こうかいてはみたものの、これを読んだ人に、まさに、通じてないので、愕然とした。


「どこかに自分のことを100%できる人が存在するということを仮定する」というのは、間違った仮定ではない。 ただ、この前後にふたつ間違いがある。 ひとつは、コミュニケーションの仕方の問題で、もうひとつは、本当に理解してもらうことが必要なわけではない、という問題だ。

この問題を理解するためには、なぜこの言葉が出てくるのか、という背景について考える必要がある。 この言葉が出てくる背景には、日本人が「みな同じである」という風に思っていて、同じでない要素を持っていると、とても生活が難しくなってしまうという現象がある。

たとえば、小学校などで「今日家に帰ってテレビを見たら、今日見た番組の感想文を書いて明日持ってきてください。宿題でーす。」って言われたとき、必ずひとりやふたりは「うち、テレビありません。」って言って「そんなわけ、あるか!」って先生に怒られて、恥ずかしい思いをしたりする人が出る。

たとえば、「おうちのお母さんの似顔絵を描いて持ってきてください!宿題でーす!」って言われても、お母さんがいなかったりする。 ひとりだけお父さんの絵を描いて持ってきて、目だってつらい思いをする。

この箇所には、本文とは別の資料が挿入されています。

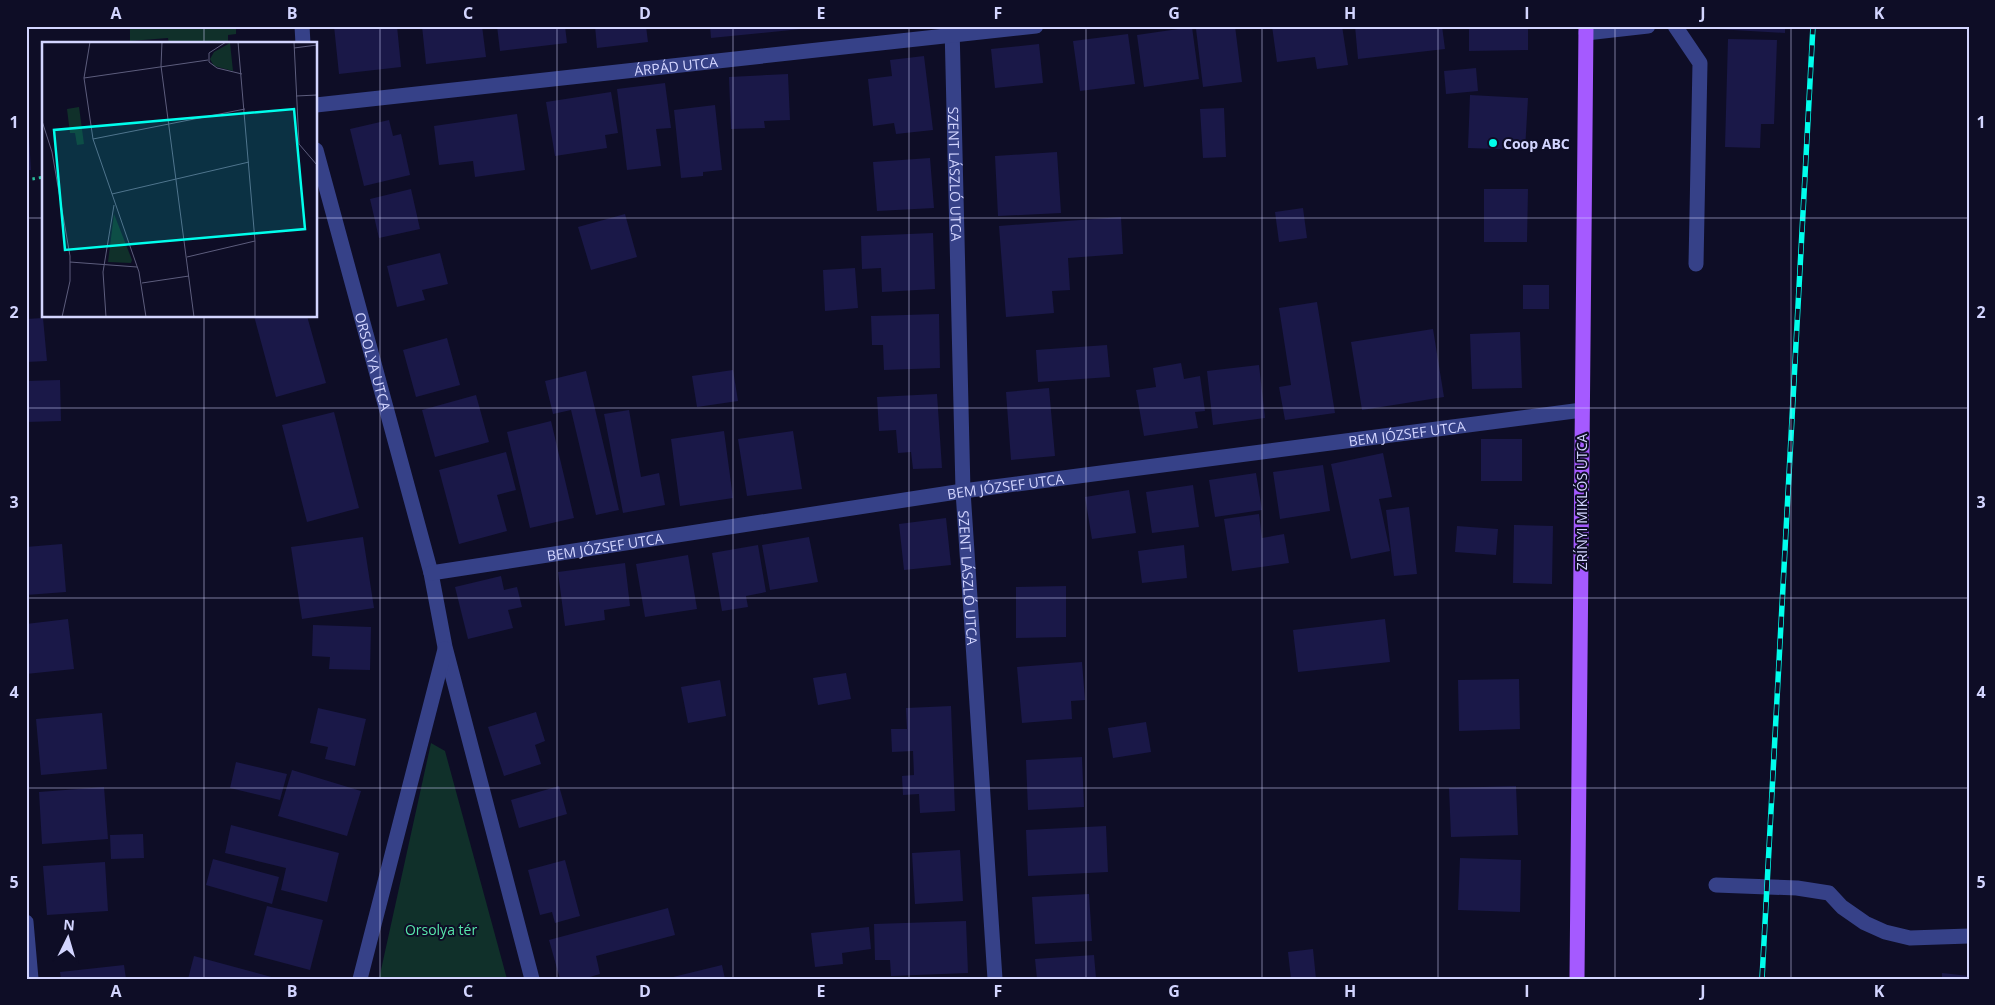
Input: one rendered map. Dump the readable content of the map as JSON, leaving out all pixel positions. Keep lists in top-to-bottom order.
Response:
{
  "streets": {
    "main road": ["ZRÍNYI MIKLÓS UTCA"],
    "street": [
      "ÁRPÁD UTCA",
      "SZENT LÁSZLÓ UTCA",
      "ORSOLYA UTCA",
      "BEM JÓZSEF UTCA"
    ]
  },
  "crossings": [
    ["ÁRPÁD UTCA", "SZENT LÁSZLÓ UTCA"],
    ["SZENT LÁSZLÓ UTCA", "BEM JÓZSEF UTCA"],
    ["ORSOLYA UTCA", "BEM JÓZSEF UTCA"],
    ["BEM JÓZSEF UTCA", "ZRÍNYI MIKLÓS UTCA"]
  ],
  "parks": ["Orsolya tér"],
  "places": ["Coop ABC"],
  "north": "top",
  "grid": {
    "columns": [
      "A",
      "B",
      "C",
      "D",
      "E",
      "F",
      "G",
      "H",
      "I",
      "J",
      "K"
    ],
    "rows": [
      "1",
      "2",
      "3",
      "4",
      "5"
    ]
  }
}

そういうことがあったとき、誰もが、自分の置かれている状況や、自分がつらいと思うその理由などについて、他人に説明を試みる。 ところが、まったく理解を得られないのが普通だ。 「えー○○ちゃんのいえ、お母さんいないの~? 大変だなぁ~!」とかいわれ、つらい思いをする。 そうやって言われること自体が非常につらいということを説明する難しさに愕然としたりする。 実はお母さんがいないこと自体はそんなに大変じゃない。 そうやって全員から奇異の目で眺められること自体がとてもつらいのだ。 この感覚を知らない人にこの感覚の来る理由を説明するのはとても難しい。

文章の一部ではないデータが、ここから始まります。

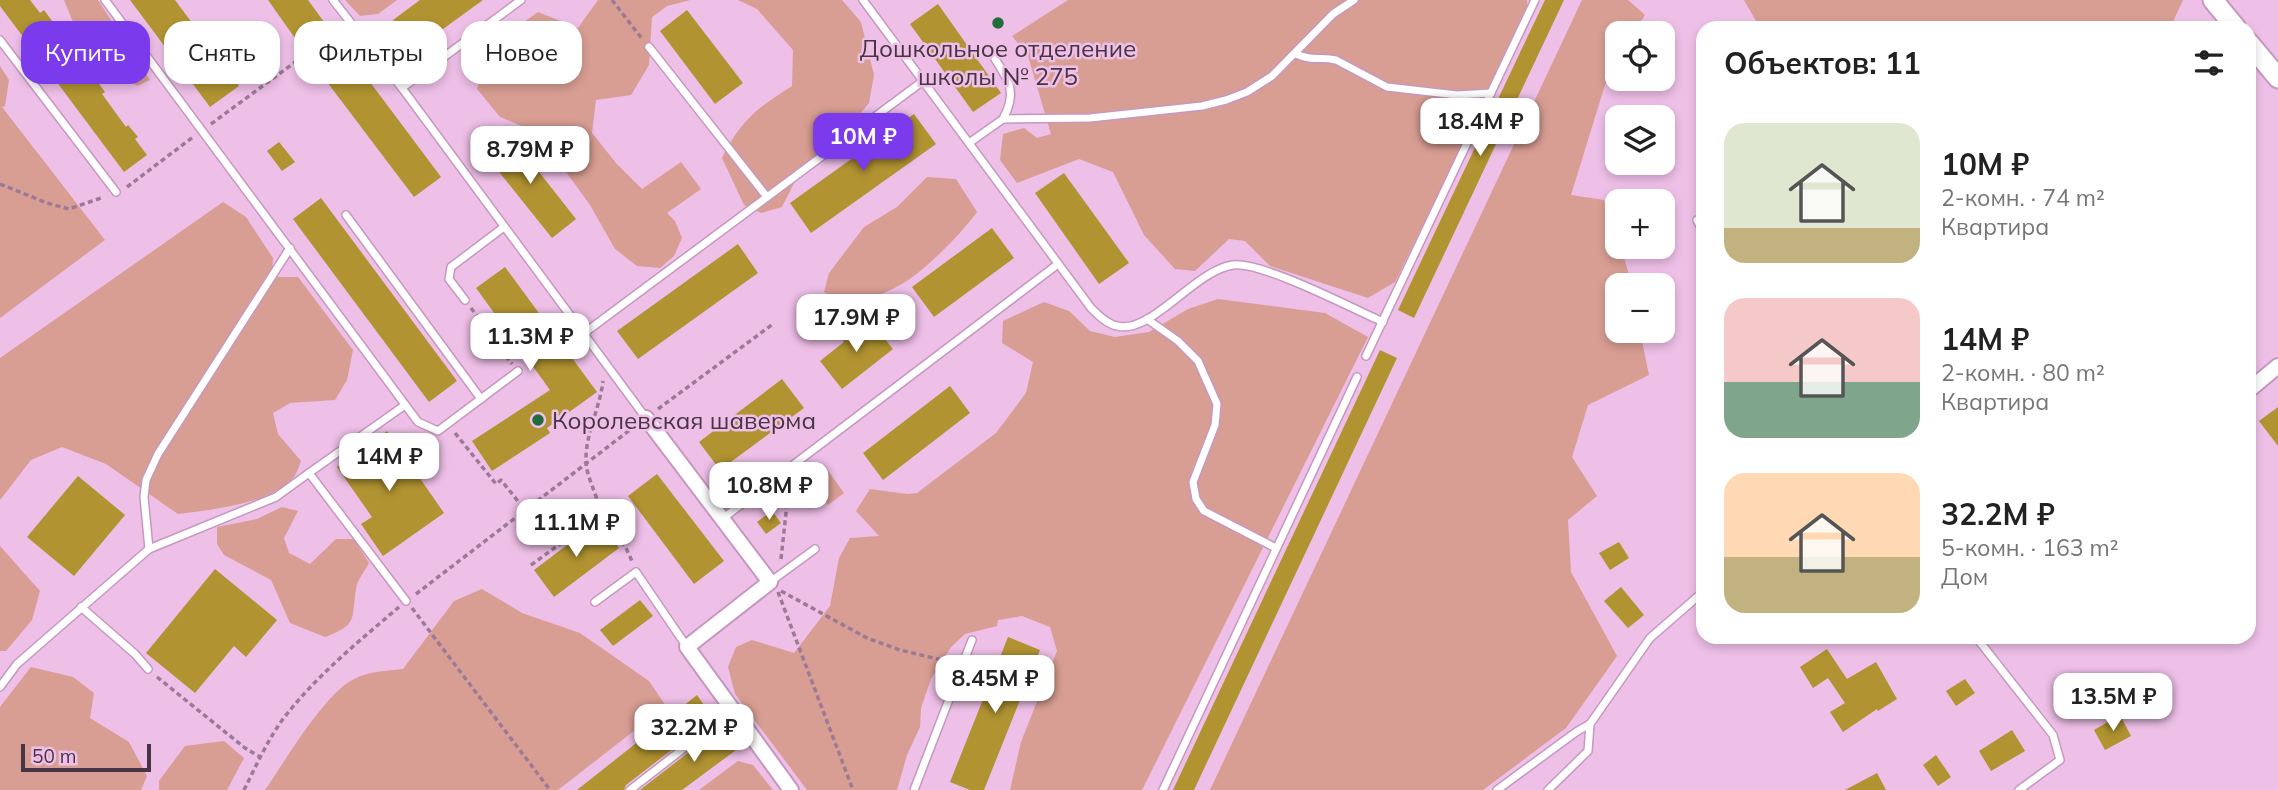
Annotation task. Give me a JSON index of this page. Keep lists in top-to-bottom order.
{
  "places": ["Дошкольное отделение школы № 275", "Королевская шаверма"],
  "scale_bar": "50 m",
  "page": {
    "map_buttons": ["+", "−"],
    "chip": [
      "Купить",
      "Снять",
      "Фильтры",
      "Новое"
    ],
    "heading": "Объектов: 11",
    "price": [
      "18.4M ₽",
      "10M ₽",
      "8.79M ₽",
      "17.9M ₽",
      "11.3M ₽",
      "14M ₽",
      "10.8M ₽",
      "11.1M ₽",
      "8.45M ₽",
      "13.5M ₽",
      "32.2M ₽"
    ],
    "list": [
      {
        "name": "10M ₽",
        "note": "2-комн. · 74 m² · Квартира"
      },
      {
        "name": "14M ₽",
        "note": "2-комн. · 80 m² · Квартира"
      },
      {
        "name": "32.2M ₽",
        "note": "5-комн. · 163 m² · Дом"
      }
    ],
    "scale": "50 m"
  }
}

こういう説明をするとき、なぜ相手に思う点が通じないのかといえば、説明を受けた人間が、その説明を聞いて、自分はどう思ったのかリアクションがないからだ。 「えーそうやっていうけど、こういうとき普通こうおもわない?」 普通説明する人は、そういったリアクションを見て「あぁそう言う意味ではないんです、実はこういう意味です」というようなことをいって、伝わり方の修正を行う。

そして、普通、日本人以外の人は、これを当たり前のようにやるのだ。 しかし、日本人だけがこれをやらない。 だから通じないのだ。 日本人だって、これをやりさえすれば、通じるのだが、相手の意見に異論を唱えることは失礼とされているので、ほとんどの場合やらない。

日本人はそういう矛盾と孤独の中で苦しみながら、まるで、いつか王子様が来るということを信じる少女のように、「どこかに自分のことを100%理解できる人がいるに違いない」って思うに至る。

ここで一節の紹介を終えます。